§ **THE RECORDS**
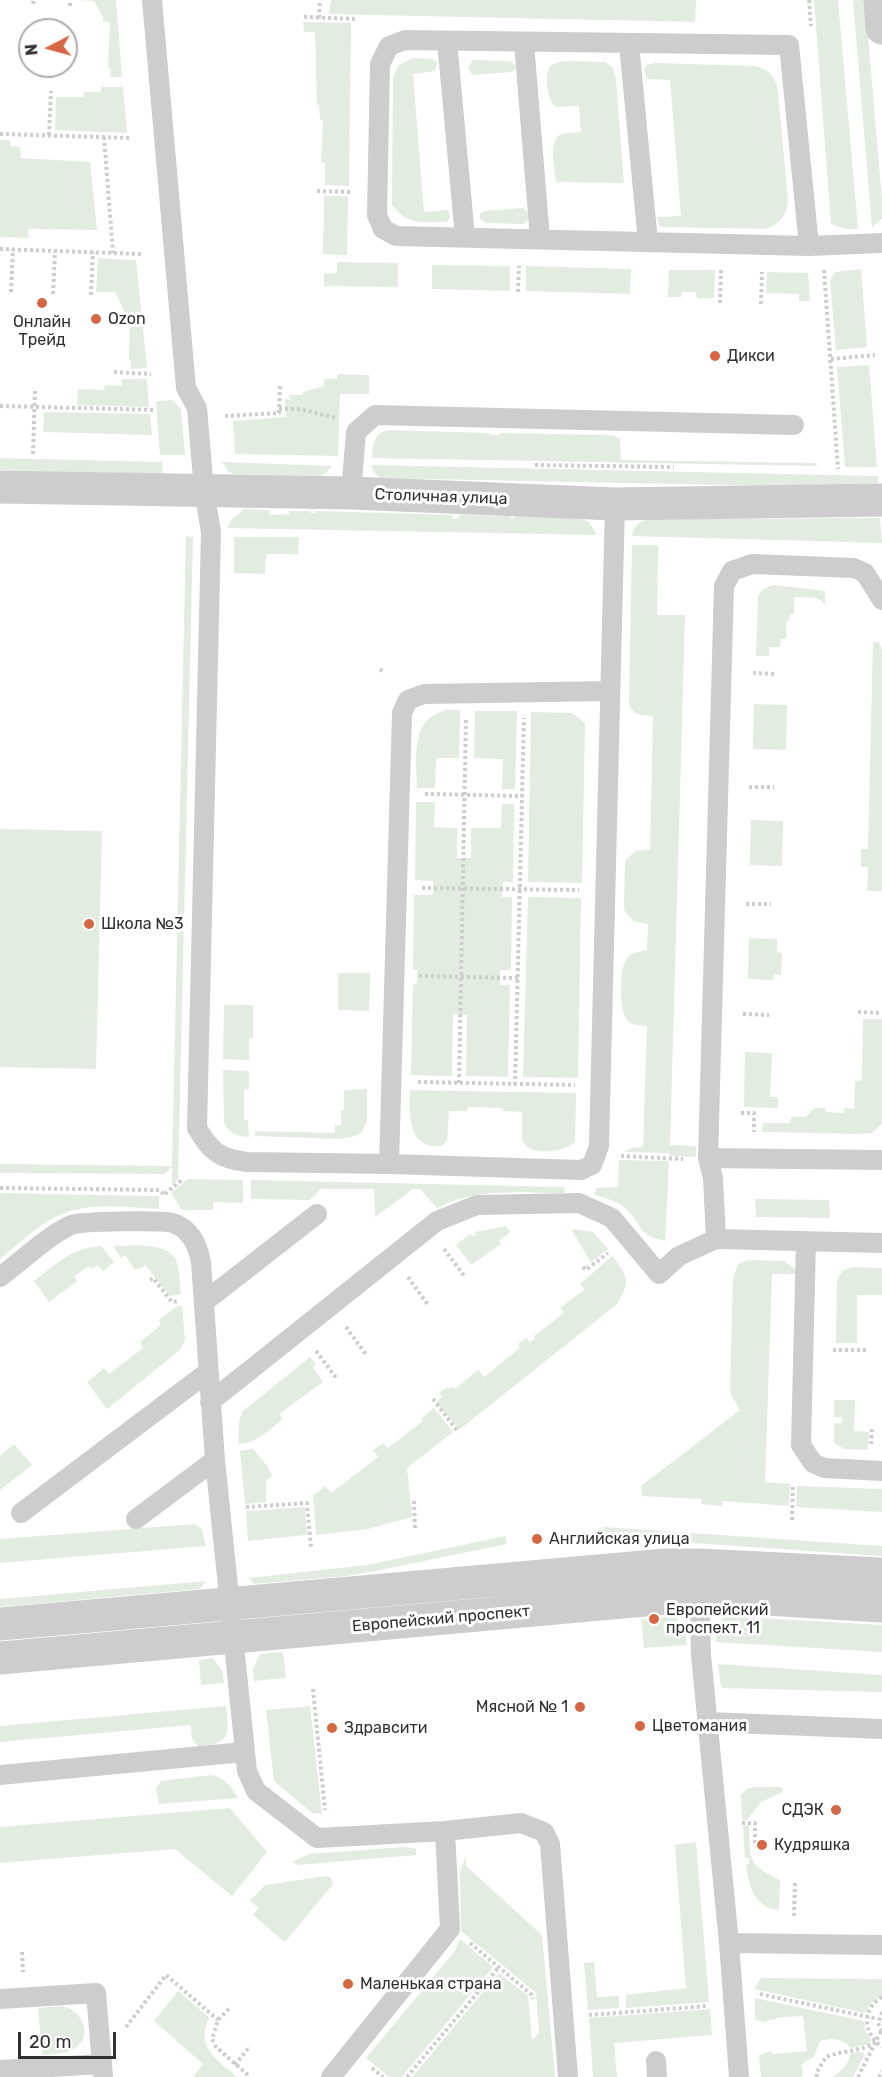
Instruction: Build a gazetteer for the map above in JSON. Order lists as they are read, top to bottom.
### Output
{
  "streets": {
    "street": ["Столичная улица", "Европейский проспект"]
  },
  "places": [
    "Онлайн Трейд",
    "Ozon",
    "Дикси",
    "Школа №3",
    "Английская улица",
    "Европейский проспект, 11",
    "Мясной № 1",
    "Цветомания",
    "Здравсити",
    "СДЭК",
    "Кудряшка",
    "Маленькая страна"
  ],
  "scale_bar": "20 m",
  "north": "left"
}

§ **YOUR INSTRUCTIONS**
Copy out every line of the material above precisely, omitting the pictures.

§ **RESPONSE FOR THIS EXERCISE**
Instruction: Build a gazetteer for the map above in JSON. Order lists as they are read, top to bottom.
### Output
{
  "streets": {
    "street": ["Столичная улица", "Европейский проспект"]
  },
  "places": [
    "Онлайн Трейд",
    "Ozon",
    "Дикси",
    "Школа №3",
    "Английская улица",
    "Европейский проспект, 11",
    "Мясной № 1",
    "Цветомания",
    "Здравсити",
    "СДЭК",
    "Кудряшка",
    "Маленькая страна"
  ],
  "scale_bar": "20 m",
  "north": "left"
}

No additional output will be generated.